### Assignment
The only thing to send back is the number of lines below that hold the string "inset".

** Supplied information follows **

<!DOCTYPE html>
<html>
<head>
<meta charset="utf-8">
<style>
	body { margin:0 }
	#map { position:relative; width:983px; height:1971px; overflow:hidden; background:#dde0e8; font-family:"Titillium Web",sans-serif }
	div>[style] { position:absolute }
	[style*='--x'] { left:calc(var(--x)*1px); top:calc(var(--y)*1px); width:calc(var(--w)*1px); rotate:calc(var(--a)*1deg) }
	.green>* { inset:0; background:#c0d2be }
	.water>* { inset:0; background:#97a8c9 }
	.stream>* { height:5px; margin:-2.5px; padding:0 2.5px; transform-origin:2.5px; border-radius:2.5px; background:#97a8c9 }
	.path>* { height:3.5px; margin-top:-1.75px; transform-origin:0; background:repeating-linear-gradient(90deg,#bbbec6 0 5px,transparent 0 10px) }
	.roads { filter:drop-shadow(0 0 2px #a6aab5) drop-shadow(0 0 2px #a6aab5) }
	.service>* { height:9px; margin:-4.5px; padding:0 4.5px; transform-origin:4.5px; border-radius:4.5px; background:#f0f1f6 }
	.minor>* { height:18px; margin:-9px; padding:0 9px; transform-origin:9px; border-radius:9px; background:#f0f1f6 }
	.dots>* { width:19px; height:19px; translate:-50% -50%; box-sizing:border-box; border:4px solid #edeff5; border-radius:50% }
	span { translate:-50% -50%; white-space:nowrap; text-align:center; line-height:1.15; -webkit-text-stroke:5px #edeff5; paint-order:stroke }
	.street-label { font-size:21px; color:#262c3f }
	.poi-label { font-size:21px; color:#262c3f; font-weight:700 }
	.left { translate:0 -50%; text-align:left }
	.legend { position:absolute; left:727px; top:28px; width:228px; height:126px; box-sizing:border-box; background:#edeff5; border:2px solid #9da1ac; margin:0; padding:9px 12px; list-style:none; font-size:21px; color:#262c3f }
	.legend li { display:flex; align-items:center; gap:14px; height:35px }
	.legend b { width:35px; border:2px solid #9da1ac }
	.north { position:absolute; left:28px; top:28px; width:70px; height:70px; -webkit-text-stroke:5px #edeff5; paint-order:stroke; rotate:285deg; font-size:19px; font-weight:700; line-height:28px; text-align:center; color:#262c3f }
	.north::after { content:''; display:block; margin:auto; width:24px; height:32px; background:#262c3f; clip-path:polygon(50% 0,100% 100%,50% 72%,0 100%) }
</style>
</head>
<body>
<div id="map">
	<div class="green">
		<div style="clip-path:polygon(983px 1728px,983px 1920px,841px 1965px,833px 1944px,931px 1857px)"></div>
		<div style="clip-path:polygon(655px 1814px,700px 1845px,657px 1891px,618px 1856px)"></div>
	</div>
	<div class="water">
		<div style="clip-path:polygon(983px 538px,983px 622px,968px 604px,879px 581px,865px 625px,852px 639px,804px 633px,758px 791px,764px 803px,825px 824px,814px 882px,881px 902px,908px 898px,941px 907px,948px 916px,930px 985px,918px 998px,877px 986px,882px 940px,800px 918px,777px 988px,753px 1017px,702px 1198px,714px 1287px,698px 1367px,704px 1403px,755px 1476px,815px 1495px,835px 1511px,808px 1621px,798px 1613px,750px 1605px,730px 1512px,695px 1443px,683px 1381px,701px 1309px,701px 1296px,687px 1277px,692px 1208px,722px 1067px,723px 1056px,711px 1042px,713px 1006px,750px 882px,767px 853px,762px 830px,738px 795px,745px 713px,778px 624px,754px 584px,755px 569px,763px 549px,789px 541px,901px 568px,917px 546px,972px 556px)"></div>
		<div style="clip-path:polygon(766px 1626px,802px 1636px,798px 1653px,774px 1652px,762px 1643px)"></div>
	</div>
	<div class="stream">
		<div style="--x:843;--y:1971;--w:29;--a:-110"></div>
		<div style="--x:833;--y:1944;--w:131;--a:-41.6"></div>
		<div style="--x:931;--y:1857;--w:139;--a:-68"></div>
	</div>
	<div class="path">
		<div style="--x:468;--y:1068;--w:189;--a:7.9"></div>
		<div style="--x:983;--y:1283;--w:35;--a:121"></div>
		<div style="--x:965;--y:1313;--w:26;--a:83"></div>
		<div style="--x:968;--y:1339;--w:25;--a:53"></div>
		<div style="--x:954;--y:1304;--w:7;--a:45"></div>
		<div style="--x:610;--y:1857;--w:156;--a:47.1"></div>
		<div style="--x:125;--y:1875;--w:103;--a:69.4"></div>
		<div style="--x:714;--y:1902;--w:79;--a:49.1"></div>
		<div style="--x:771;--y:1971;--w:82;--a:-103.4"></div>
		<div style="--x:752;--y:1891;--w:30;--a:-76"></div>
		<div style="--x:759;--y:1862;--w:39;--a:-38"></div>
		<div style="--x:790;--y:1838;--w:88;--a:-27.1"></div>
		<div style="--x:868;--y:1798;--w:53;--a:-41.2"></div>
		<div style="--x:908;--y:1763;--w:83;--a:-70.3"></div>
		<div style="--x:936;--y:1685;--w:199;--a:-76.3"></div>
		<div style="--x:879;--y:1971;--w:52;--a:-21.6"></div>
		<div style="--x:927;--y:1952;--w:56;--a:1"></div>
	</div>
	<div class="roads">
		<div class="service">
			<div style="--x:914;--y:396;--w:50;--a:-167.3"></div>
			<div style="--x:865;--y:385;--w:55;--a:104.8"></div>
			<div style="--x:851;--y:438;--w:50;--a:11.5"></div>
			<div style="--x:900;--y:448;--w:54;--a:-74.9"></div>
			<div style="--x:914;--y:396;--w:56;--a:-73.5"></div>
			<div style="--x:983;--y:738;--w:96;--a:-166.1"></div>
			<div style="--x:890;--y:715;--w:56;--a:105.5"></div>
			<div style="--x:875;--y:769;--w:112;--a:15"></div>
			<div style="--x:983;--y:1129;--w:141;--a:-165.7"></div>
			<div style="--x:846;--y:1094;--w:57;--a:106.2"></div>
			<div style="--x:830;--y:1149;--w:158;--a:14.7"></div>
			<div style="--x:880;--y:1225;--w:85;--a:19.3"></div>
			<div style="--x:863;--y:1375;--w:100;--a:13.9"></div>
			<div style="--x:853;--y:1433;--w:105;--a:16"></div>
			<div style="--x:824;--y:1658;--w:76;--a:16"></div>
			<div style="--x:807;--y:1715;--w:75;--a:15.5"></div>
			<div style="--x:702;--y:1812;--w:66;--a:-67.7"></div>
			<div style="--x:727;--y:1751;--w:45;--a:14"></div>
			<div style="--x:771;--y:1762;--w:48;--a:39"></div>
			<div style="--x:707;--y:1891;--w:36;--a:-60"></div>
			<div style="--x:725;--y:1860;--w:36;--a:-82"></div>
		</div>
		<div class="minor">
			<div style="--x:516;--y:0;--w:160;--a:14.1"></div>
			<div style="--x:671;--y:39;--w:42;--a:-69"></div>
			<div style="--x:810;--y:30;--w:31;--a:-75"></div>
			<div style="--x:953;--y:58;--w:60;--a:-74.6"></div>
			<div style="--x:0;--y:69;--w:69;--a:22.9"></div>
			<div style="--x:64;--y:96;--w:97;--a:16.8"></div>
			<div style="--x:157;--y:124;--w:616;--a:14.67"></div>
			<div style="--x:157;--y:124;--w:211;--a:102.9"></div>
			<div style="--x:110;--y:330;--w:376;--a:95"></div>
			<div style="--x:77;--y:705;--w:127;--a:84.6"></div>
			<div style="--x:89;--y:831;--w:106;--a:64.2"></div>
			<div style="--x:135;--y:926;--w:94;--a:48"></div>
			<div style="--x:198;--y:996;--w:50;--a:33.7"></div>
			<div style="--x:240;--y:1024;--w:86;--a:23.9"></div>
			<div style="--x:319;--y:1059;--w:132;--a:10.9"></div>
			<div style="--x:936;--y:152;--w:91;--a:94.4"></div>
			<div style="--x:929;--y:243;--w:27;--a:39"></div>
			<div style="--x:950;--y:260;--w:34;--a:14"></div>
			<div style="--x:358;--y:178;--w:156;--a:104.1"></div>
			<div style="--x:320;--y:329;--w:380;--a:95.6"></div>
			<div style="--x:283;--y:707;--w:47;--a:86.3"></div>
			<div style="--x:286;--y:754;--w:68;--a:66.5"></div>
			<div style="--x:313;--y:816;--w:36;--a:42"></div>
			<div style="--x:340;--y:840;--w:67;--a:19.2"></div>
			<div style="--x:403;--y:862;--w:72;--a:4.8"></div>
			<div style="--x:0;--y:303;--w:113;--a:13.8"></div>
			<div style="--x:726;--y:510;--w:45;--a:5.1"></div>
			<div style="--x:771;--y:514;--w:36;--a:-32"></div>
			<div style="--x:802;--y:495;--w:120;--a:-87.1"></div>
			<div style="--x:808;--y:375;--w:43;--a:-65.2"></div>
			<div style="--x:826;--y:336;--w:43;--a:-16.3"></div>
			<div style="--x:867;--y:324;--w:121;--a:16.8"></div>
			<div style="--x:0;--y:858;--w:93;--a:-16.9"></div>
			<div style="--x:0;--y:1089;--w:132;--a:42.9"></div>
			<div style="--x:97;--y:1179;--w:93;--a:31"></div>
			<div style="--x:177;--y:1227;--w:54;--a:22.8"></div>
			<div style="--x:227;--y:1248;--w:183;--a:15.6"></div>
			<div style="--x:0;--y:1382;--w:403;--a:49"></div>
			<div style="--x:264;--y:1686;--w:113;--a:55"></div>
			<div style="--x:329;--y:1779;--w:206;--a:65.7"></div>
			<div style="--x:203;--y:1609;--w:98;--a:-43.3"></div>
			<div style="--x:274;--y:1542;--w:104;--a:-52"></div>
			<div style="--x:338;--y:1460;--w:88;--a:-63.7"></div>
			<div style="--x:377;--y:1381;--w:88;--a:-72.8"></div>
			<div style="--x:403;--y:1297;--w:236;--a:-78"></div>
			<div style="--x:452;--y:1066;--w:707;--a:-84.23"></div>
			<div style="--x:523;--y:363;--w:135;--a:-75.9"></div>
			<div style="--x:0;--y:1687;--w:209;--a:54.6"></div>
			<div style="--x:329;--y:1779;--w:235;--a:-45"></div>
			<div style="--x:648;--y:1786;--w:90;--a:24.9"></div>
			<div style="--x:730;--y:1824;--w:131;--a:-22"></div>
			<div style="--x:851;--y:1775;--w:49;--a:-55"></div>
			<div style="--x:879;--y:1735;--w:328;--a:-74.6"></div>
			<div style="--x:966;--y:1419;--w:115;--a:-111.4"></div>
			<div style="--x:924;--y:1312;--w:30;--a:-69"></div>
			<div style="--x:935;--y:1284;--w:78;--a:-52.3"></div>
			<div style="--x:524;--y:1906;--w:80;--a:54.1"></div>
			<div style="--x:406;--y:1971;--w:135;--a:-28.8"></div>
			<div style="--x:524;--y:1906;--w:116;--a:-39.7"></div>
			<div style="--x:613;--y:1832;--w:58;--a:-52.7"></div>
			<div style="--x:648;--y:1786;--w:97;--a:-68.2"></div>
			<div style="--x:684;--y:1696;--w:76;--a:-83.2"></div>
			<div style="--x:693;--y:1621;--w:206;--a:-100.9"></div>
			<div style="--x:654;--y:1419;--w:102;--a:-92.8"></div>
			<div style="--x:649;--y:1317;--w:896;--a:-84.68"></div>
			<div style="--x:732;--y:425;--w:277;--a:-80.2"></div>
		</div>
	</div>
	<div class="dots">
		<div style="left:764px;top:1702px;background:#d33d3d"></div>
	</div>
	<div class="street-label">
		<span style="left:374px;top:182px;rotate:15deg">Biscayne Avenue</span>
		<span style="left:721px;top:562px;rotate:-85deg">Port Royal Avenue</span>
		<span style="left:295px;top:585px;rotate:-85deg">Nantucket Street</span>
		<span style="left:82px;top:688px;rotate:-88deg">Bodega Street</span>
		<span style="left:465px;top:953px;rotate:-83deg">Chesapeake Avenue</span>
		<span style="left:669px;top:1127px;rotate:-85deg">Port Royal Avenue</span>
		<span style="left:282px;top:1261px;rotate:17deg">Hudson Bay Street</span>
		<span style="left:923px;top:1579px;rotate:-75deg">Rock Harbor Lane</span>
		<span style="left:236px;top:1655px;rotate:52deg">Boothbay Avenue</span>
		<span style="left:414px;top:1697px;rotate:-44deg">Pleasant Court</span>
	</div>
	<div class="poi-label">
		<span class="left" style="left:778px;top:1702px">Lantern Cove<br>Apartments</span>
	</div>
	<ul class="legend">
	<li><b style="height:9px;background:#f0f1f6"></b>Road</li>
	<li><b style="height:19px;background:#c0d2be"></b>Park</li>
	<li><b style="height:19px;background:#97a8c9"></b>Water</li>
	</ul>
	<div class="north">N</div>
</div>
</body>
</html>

** End of Supplied information **

### Response
2